Aug 14, 2019 | Written by Freshpet
View a larger version of the chart here.

Animal-based ingredients are commonly used in pet foods and are considered to have high nutritional value. This is not necessarily the case, however, as cooking temperature and processing conditions may greatly affect the quality and digestibility of protein-based ingredients (Batterham et al., 1986). Knowing both the protein quality and digestibility are needed to accurately formulate diets and ensure that dogs and cats meet their needs. Pet foods have many options in regard to protein-based ingredients, including meals that have undergone high heat processing (rendering), less processed protein sources (freeze-drying; pasteurization), and raw sources that have not been processed at all.
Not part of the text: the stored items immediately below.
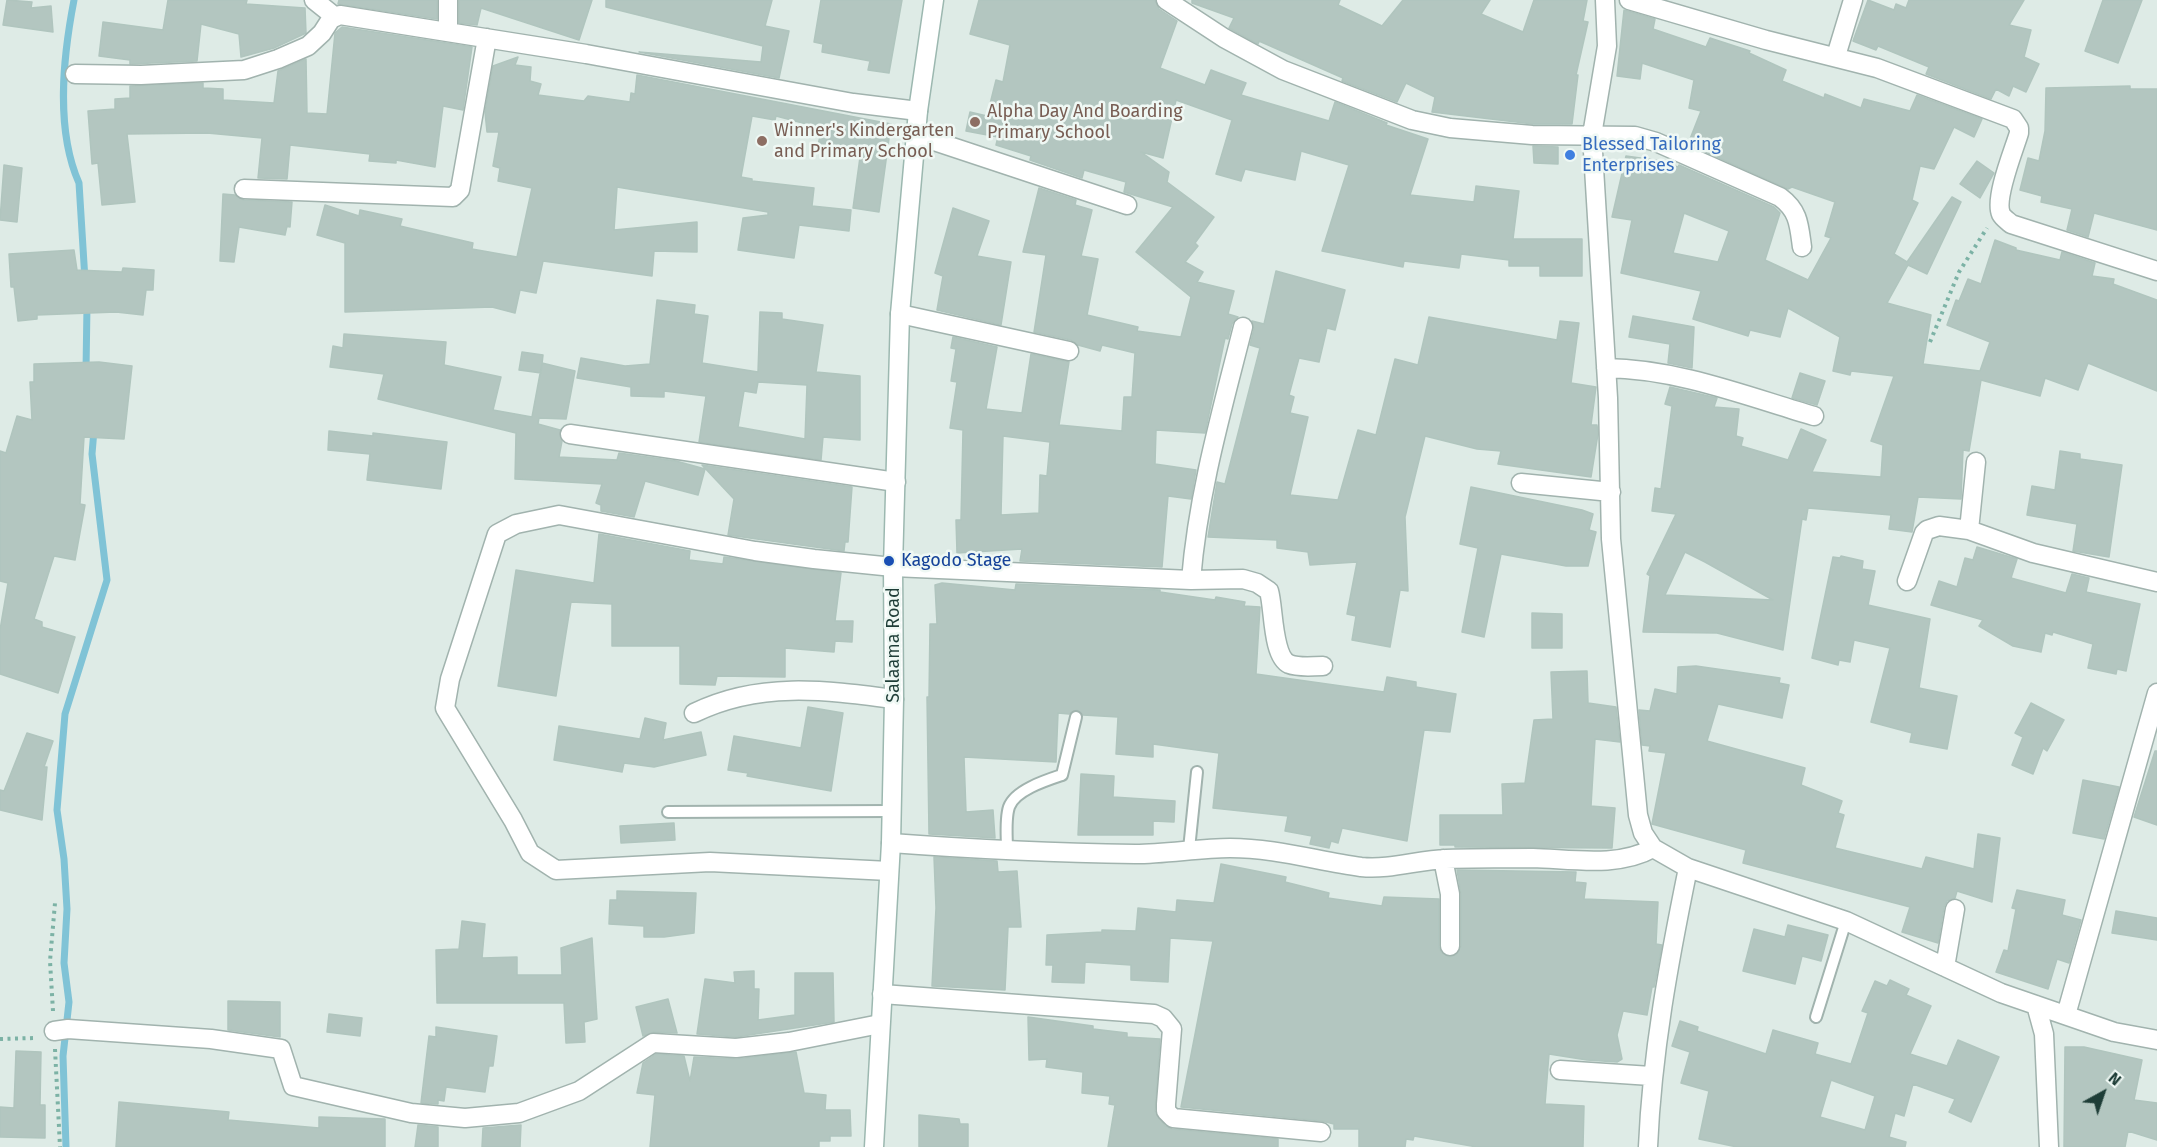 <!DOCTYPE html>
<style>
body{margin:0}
#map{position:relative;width:2157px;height:1147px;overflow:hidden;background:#deebe6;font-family:"Fira Sans",sans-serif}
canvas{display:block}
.north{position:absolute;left:2073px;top:1063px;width:60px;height:60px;-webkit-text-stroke:4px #eff8f4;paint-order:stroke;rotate:40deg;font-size:16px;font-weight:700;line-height:24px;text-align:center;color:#1e3d37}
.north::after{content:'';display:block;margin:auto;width:21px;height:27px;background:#1e3d37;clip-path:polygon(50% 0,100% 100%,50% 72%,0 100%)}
</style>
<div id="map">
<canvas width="2157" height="1147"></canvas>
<div class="north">N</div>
</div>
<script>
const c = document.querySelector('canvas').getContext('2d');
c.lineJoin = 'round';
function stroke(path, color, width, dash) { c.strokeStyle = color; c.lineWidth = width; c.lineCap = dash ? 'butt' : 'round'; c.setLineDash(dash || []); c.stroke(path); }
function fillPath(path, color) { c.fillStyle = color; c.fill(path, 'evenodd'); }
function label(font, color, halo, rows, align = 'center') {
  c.font = font + ' "Fira Sans",sans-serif'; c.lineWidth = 5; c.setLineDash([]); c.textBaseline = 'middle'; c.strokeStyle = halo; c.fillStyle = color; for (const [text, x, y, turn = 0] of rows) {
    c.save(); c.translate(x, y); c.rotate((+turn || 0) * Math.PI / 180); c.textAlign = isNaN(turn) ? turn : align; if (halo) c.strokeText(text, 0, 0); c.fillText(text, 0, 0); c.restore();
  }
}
const stream = new Path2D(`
 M74,0C63,57 55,129 79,183L85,280
 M86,370L87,306
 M66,1147L63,1056L69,1002L64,963L67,909L64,859L57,810L65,714L107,580L92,454L94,430`);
const building = new Path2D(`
 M7,0L32,2L31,8L51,6L53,32L3,25Z
 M168,0H247L246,4L305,8L306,33L274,48L241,57L239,34L201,24L197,61L130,64V60L99,56L103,22L163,30Z
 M339,0H437V19L338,4Z
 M459,0H592L579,40L481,8L477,25L459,23Z
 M606,0H772L765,26L789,31L779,78L639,52L761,62L763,46L606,7Z
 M821,0H902L889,73L868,70L870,61L822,52L823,44L814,42Z
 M979,0H1155L1159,9L1177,21L1160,68L1205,85L1211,70L1246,83L1241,95L1329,121L1335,102L1387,123L1386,125L1428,139L1410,195L1474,202L1476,186L1519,191L1513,239H1582V276H1540V266H1509V260L1461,254L1459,268L1404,261L1403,267L1322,251L1349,165L1301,151L1295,180L1245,169L1241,181L1216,174L1232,120L1176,100L1163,158L1141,152L1169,172L1167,182L1214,217L1195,243L1198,246L1185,262L1203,272L1197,282L1234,291L1228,314L1238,317L1232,324L1228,339L1225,338L1205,433L1156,430L1155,464L1196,470L1191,499L1168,496L1162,567L1020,561L1022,549L957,553L956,520H961L963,430L950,428L957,382L951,381L956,349L951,348L953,337L997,347L986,409L1022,413L1031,354L1069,362L1059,425L1122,431L1124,397H1132L1135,353L1102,345L1100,351L1078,345L1071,340L1034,332L1046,255L1023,252L1039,188L1076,200L1075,205L1092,210L1081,256L1098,259L1087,315L1138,327L1137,331L1181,337L1191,297L1136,252L1173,207L1124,192L1126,182L1084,170L1082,178L1030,160L1031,156L996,145L998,137L966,131L970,112L987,116L996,80L1003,82L1010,45L970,34ZM1003,436L1050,442L1047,476L1040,475L1039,513L1001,515Z
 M1192,0H1340L1338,5L1382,26L1403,0H1490L1481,14L1523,32L1534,0H1587L1583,21L1588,22L1576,75H1578L1572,124H1533L1432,112L1435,97L1406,83L1397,102L1342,81L1343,78L1259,41L1258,44L1229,28L1234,18L1192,3Z
 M1868,0L1894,10L1896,4L1906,8L1909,0H2024L2009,25L2031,30L2024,57L2039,64L2026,92L2013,86L2009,96L1996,89L1991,99L1926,74L1929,67L1878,46L1876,50L1853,41Z
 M2103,0H2142L2118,63L2085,51Z
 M1624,10L1655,19L1653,29L1706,47L1710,38L1750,51L1749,53L1786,70L1782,81L1824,98L1825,94L1861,108L1864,99L1910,111L1917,95L1982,119L1974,137L1954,127L1934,169L1920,166L1912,200L1918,203L1894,254L1907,262L1952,197L1961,202L1927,274L1908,265L1887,303L1931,315L1923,364L1980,371L1990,342L1947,325L1956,300L1959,301L1968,279L1981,284L1995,240L2016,248V250L2060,260L2062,252L2095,263L2092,276L2114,279L2113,284L2157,300V391L2088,363L2078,390L2045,378L2040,396L1981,380L1969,451L1963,450L1961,499L1918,497L1912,532L1889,529L1891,515L1808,508L1806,520L1802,519L1783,650L1717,633L1643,632L1650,576L1647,574L1676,514L1652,511L1655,488L1661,489L1672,406L1665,404L1670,387L1717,398L1714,407L1739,409L1736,436L1743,438L1741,446L1788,460L1801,429L1826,440L1812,472L1881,477L1883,445L1871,441L1894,376L1851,371L1850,375L1833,371L1840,337L1788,308L1780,337L1750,330L1748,336L1693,319L1701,291L1621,273L1632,220L1612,217L1626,156L1655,160L1678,167L1679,165L1774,207L1780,213L1765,260L1808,280L1831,238L1825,236L1835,202L1792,187L1788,189L1688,144L1701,111L1689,108L1694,80L1642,63L1640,79L1617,76ZM1684,213L1729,231L1718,262L1673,253ZM1685,552L1705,562L1773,600L1665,595Z
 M342,27L472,47L463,110L443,106L435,167L396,160V163L369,161L370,154L290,145L287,179L258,178L262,138L207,133L127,134L135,202L102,205L98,163L92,164L88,111L115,109V99L130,98V86L203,83V88L223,89V100L274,103L278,71L306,59L307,113L327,114L335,33Z
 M518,57L515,65L531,67L530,81L541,84L538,95L584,101L588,96L630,102L631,93L635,94L637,75L891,124L879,212L853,208L860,157L818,145L822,128L776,116L775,120L752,116L741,177L752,179V181L814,188L812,206L851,210L849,231L799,225L794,258L738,250L743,218L768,215V212L617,187L614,230L697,222V252L654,251L652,276L543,261L536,293L520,290L515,313L492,307L345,312V243L317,235L325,205L359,216L360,210L402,219L400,226L473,243L472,249L517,257L532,188L498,181L500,168L493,166L499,132H487L485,112L493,66Z
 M2130,86V89H2157V230L2094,213L2088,237L2067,230L2072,209L2041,202L2042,196L2020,190L2028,158L2039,161L2045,131L2046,88Z
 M1533,146L1558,147V164L1534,163Z
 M1977,161L1994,173L1980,198L1960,184Z
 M4,165L22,168L17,222L0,220Z
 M223,194L235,195L244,200L292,202L290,227L287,226L285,235L239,227L234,262L220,261Z
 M953,208L989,221L977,256L1011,262L1001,325L937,310L943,276L935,273Z
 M74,250L77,270L122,272L123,268L154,270L153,290H146L143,315L116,312L37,315V319L18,321L14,287H11L9,254Z
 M1276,271L1345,290L1335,330L1327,328L1319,362L1299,358L1289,395L1294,397L1290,413L1308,417L1290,495L1338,500L1358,430L1376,435L1395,359L1418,365L1429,317L1557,340L1560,321L1579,323L1571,383L1596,387L1591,425H1597L1598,434L1591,477L1498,464L1501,451L1477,449L1425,436L1405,517L1408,591L1400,590L1390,647L1352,640L1356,616L1347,614L1357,562L1310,565L1308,552L1277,548V540L1208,537L1217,482L1225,484L1260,348L1250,345L1254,329L1252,321L1264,324Z
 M657,300L695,305L694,314L708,316L702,363L758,372L760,312L782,313V319L823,325L816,372L860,376V440L823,437L821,460L699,442L706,396L664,391V397L631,396V387L577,378L581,358L625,366L650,364ZM758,382L807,385L805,439L738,427L744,391L756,393Z
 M1633,316L1694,327L1692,368L1668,363L1670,344L1629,337Z
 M344,334L446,342L444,365L501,377L493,410L532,417L542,363L575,371L566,419L539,418L538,424L560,430L562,441L559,457L617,460L619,453L676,461L705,469L698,495L645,481L634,517L601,511V505L596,503L602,484L515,479L516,433L378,399L384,374L330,367L333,346L343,348Z
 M522,352L543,355L541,373L519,370Z
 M99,362L132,366L124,439L84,437L80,504L85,505L75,560L54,556L34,619L42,622V627L75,637L58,693L0,674V630L8,583L0,581V451L6,453L17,416L32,420L30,382H34V364Z
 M1800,373L1825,381L1817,405L1792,398Z
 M329,431L373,436V433L447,442L441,489L367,480L370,454L328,450Z
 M2060,451L2080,454V459L2122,465L2109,557L2073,551L2077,524L2027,515L2032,486L2055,490Z
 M702,465L852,487L848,542H845L844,551L728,535L734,499Z
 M1471,487L1582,510L1593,514L1589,530L1596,532L1588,566H1566L1501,554L1484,637L1462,632L1478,548L1460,544Z
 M599,534L690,551L689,560L723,564L724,557L841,573L835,621H853L852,642L835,641L834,652L785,648V677L717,676L715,685L680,684V646H612V604L571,602L556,696L498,686L516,570L594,583Z
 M1977,547L2017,559L2011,578L2066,593L2072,574L2089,578L2086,592L2140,604L2126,671L2117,669L2116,674L2088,668L2093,644L2053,632L2052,635L2045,633L2041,652L2013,646L1979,626L1983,620L1931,605L1939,581L1957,587L1965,558L1973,560Z
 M1841,556L1863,561L1862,569L1875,571L1868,605L1930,619L1919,688L1957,696L1947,749L1910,742L1912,733L1871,722L1890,648L1854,640L1850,662L1839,660L1838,665L1812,658L1833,557L1840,558Z
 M942,583L1015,590L1016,584L1160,590V592L1215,600L1216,597L1245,602L1244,606L1260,607L1256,674L1384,692L1387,677L1416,682V687L1456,694L1450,732L1424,730L1407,841L1342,828L1338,843L1331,841L1329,848L1310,844L1312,836L1285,831L1288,816L1213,808L1219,753L1153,744V757L1116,754L1118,717L1083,715L1077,710L1069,714L1058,713L1056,762L964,757L966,812L993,810L995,838L929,834L927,697H929L930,624H937L935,585Z
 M1532,613L1562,614V648H1532Z
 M1696,666L1780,678L1779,683L1789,685L1782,718L1718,704L1707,741L1805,768L1801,785L1842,801L1838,813L1844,815L1835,848L1922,869L1926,857L1974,869L1978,834L2000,838L1992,902L1957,891L1955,898L1947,901L1944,907L1938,943L1902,932L1910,907L1743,863L1746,850L1652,824L1666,753L1649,751L1650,746L1642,745L1639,710L1650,711L1655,689L1677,694L1678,667Z
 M1587,671L1588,703L1616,707L1620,742L1595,739L1591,806L1615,808L1612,848L1455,847V845H1440V815H1503L1502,784L1525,783L1534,720L1553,719L1551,672Z
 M2031,703L2064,720L2047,751L2043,748L2033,774L2012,765L2023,737L2015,733Z
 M808,707L843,713L831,791L747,776L748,773L728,770L734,736L801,748Z
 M645,718L666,723L663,740L701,732L706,755L654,767L624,763L622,772L554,760L559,726L640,739Z
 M27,733L53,741L44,767H47L42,820L0,810V790L4,791Z
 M2155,751H2157V825L2134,817Z
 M1081,774L1114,776L1113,797L1175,801L1174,822L1153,821V835H1078Z
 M2083,780L2119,787L2104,839L2073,833Z
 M674,823L675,840L621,843L620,826Z
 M934,857L997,861L998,872L1017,871L1021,927H1008L1005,990L932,986L936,908Z
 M1221,864L1286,877L1285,882L1329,893L1328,898L1382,906L1384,897L1439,899V947L1441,952L1449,957L1456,955L1461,946V894L1457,870L1576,872L1575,882L1586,883L1584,899L1658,902L1656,944L1662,945L1654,987H1652L1647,1015L1623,1011L1617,1035L1622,1059L1617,1062L1587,1060L1549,1054L1545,1104L1584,1106L1583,1147H1477L1414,1136L1413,1140L1406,1139L1405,1147H1359V1129H1334V1124L1322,1121L1181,1107L1213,941L1170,938L1168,982L1131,980V965L1085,962L1084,983L1052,982L1053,965H1046L1047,935L1102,932V930L1136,931L1138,908L1176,912L1177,900L1214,903Z
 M2017,890L2065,900L2062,915L2081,920L2069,963L2057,959L2048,989L1996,972L2004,950L2008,951L2016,909L2012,908Z
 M617,891L696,893L694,933L664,937H644V926L609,924L610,900H617Z
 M2116,911L2157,918V940L2112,933Z
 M462,921L485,924L482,958L517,957V975H562L561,948L592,938L597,1019L584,1022L585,1042L566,1043L564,1003H437L436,950L459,949Z
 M1788,925L1828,935L1821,961L1802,956L1795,984L1743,971L1754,929L1785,937Z
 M754,971V989H759L758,1020L795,1015V973H833L834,1022L736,1037L697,1034L705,979L735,983L734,972Z
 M1890,980L1909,989L1906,995L1931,1006L1910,1054L1947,1066L1958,1040L1999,1057L1971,1122L1949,1112L1955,1099L1913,1084L1904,1116L1895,1113L1889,1137L1906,1142L1905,1147H1737L1699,1139L1709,1091L1681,1083L1690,1052L1672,1046L1680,1021L1698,1027L1697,1031L1766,1054L1773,1030L1818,1043L1815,1054L1851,1064L1868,1013L1862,1011L1875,981L1887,986ZM1831,1080L1875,1096L1865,1130L1820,1117Z
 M668,999L677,1033L654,1032L643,1036L636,1007Z
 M228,1001L280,1002V1037L228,1030Z
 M329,1014L362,1018L360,1036L327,1032Z
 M1028,1017L1093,1026V1029L1127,1033V1037L1160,1039L1155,1111L1165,1126L1172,1129L1278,1139V1147H1108L1115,1105L1109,1104L1110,1096L1082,1093L1083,1072L1046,1067L1047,1059L1029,1060Z
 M436,1027L497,1036L493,1066H489L485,1092L446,1087L444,1101L438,1100V1104L421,1103L429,1036L436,1037Z
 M2065,1047H2084L2142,1060L2134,1100L2157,1103V1140L2128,1131L2125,1147H2064Z
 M16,1051L41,1052L40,1105H45V1138L0,1137V1107L14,1108Z
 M796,1052L804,1093L826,1095L825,1110H850L851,1136H830V1141H819V1147H650L655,1095L637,1093L643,1063L656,1054L684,1056L690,1081L694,1057L737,1059Z
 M119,1102L229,1112L228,1120L319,1128V1117L385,1119V1147H116Z
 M919,1115L959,1119L960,1124H968V1147H919Z
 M418,1125L438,1127V1147H415Z
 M521,1125L520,1147H482L483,1128Z`);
const path = new Path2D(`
 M1930,342L1959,272L1987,228
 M53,1011L50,961L55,903
 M0,1039L35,1038
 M55,1049L60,1147`);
const service = new Path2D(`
 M668,812L890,811
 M1189,849L1197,772
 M1007,850C1007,837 1005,819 1009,807C1015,790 1047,780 1062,775L1076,717
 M1816,1017L1846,921`);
const minor = new Path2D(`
 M314,0L334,16
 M448,0V31
 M1166,0L1224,38L1283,70L1412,120L1450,128L1532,135L1635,136L1656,142L1780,197C1799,211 1799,225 1802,247
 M1605,0L1607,46L1592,135L1608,398L1611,539L1638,815L1643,833L1653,848L1688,868L1846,921L2001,993L2114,1032L2157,1040
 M1629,0L1766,40L1877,68L2013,119L2019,128V133C2014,150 1994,198 2001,214C2003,218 2008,221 2011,224L2157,271
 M1836,56L1853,0
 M75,74L141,75L244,70L278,59L308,46L322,33L331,19L340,15L586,54L853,103L918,111
 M916,135L1127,205
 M244,189L453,197L460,190L487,38
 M900,314L1069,351
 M1606,368C1678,369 1746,396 1814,416
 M570,434L896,482
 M1521,483L1611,492
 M1969,530L1976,462
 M1191,580C1198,493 1222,410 1243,327
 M1907,581L1924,533L1927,530L1939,526L1969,530L2033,553L2157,582
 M694,713C759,681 825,690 894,699
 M891,843C972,849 1054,853 1135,854C1167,854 1199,848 1230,848C1275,848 1317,861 1361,867C1390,870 1418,860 1446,859C1475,858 1504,858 1533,858C1571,859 1618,868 1653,848
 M1443,859L1450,894V946
 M889,871L710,862L556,870L530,853L513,820L445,708L450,679L497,534L516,524L559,515L755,551L814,559L893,567L1191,580L1243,579L1257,583L1269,591C1274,608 1272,656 1289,664C1299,668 1312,666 1323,666
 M1945,967L1955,909
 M882,994L1154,1014L1163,1018L1172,1029L1166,1104V1111L1173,1118L1321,1132
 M2036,1005L2044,1034L2049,1147
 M2066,1015L2157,693
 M54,1031L68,1029L211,1039L281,1049L293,1086L411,1113L465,1118L519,1113L579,1091L653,1043L736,1048L789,1042L880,1024
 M1560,1070L1651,1076
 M1648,1147C1652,1052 1669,961 1688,868`);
const secondary = new Path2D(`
 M874,1147L891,843L894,699L893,567L900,314L918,111L934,0`);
const markers = [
 [975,122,6,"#8d6e63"],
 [762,141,6,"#8d6e63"],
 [1570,155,6,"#3f7fe0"],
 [889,561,6,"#1a4fb4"]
];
const educationNames = [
 ["Alpha Day And Boarding",987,112],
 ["Primary School",987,133],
 ["Winner's Kindergarten",774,131],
 ["and Primary School",774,152]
];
const shopNames = [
 ["Blessed Tailoring",1582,145],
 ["Enterprises",1582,166]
];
const transitNames = [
 ["Kagodo Stage",901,561]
];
const streetNames = [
 ["Salaama Road",894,645,-90]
];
stroke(stream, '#80c3d6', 7);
fillPath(building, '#b3c6c0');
stroke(building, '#b0c5be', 1.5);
stroke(service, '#a1b3ae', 14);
stroke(minor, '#a1b3ae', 21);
stroke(secondary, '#9cb8b0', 21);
stroke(path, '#7cb2a5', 4, [3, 4.5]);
stroke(service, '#fff', 10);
stroke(minor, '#fff', 18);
stroke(secondary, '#fff', 18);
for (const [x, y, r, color] of markers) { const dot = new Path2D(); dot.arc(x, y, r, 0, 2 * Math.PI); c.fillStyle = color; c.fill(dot); stroke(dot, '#eff8f4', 2); }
label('18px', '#785e54', '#eff8f4', educationNames, 'left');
label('18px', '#366cbe', '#eff8f4', shopNames, 'left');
label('18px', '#164399', '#eff8f4', transitNames, 'left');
label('18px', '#1e3d37', '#eff8f4', streetNames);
</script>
The cecectomized rooster assay may be used as a model for measuring nutrient and amino acid digestibility of pet food ingredients (Parsons et al., 1982). A surgical procedure, similar to a human appendectomy, converts the roosters into an effective, efficient model for dog and cat digestive systems. This model accurately estimates amino acid digestibility and allows for the study of both individual ingredients and complete foods.

Few studies have tested the effects of processing on pet food ingredient quality. Therefore, a cecectomized rooster study was conducted to determine the chemical composition, nutrient digestibility, energy content, and protein scores of chicken-based ingredients that had undergone different processing conditions (Oba et al., 2019). The test ingredients included chicken meal that had undergone the rendering process, raw chicken (freeze-dried), retorted chicken (heated to 250oF for 30 minutes, then cooled and freeze-dried), and steamed chicken (cooked to 200oF, held at that temperature for 10 minutes, and then cooled and freeze-dried).

All ingredients were ground prior to laboratory and digestibility testing. The analysis showed that chicken meal was the biggest outlier in terms of nutrient composition and digestibility. Chicken meal had the highest ash (mineral), protein, and most essential amino acid concentrations, but lowest fat and energy. These nutrient differences were likely due to losses that occur during heat processing.

Chicken meal had the lowest dry matter and organic matter digestibilities, with the other chicken sources being similar to one another. Steamed chicken had the highest amino acid digestibilities (Table 1). Raw and retorted chicken sources did not perform quite as well as the steamed source, but had higher amino acid digestibilities than chicken meal. Given its amino acid content and high digestibilities, steamed chicken had the highest protein quality scores. Protein quality scores were slightly lower for retorted and raw ingredients, but higher than that of chicken meal. In general, the raw, retorted, and steamed ingredients were pretty comparable. Based on all of the data, the steamed ingredient was the best, but all three less processed proteins were of high quality and had high digestibility.

References:

Batterham, E. S., R. E. E. Darnell, L. S. Herbert, and E. J. Major. 1986. Effect of pressure and temperature on the availability of lysine in meat and bone meal as determined by slope-ratio assays with growing pigs, rats and chicks and by chemical techniques. Br. J. Nutr. 55:441.

Oba, P. M., P. L. Utterback, C. M. Parsons, M. R. C. de Godoy, and K. S. Swanson. 2019. Chemical composition, true nutrient digestibility, and true metabolizable energy of chicken-based ingredients differing by processing method using the precision-fed cecectomized rooster assay. J. Anim. Sci. 97:998-1009.

Parsons, C. M., L. M. Potter, and B. A. Bliss. 1982. True metabolizable energy corrected to nitrogen equilibrium. Poult. Sci. 61:2241–2246.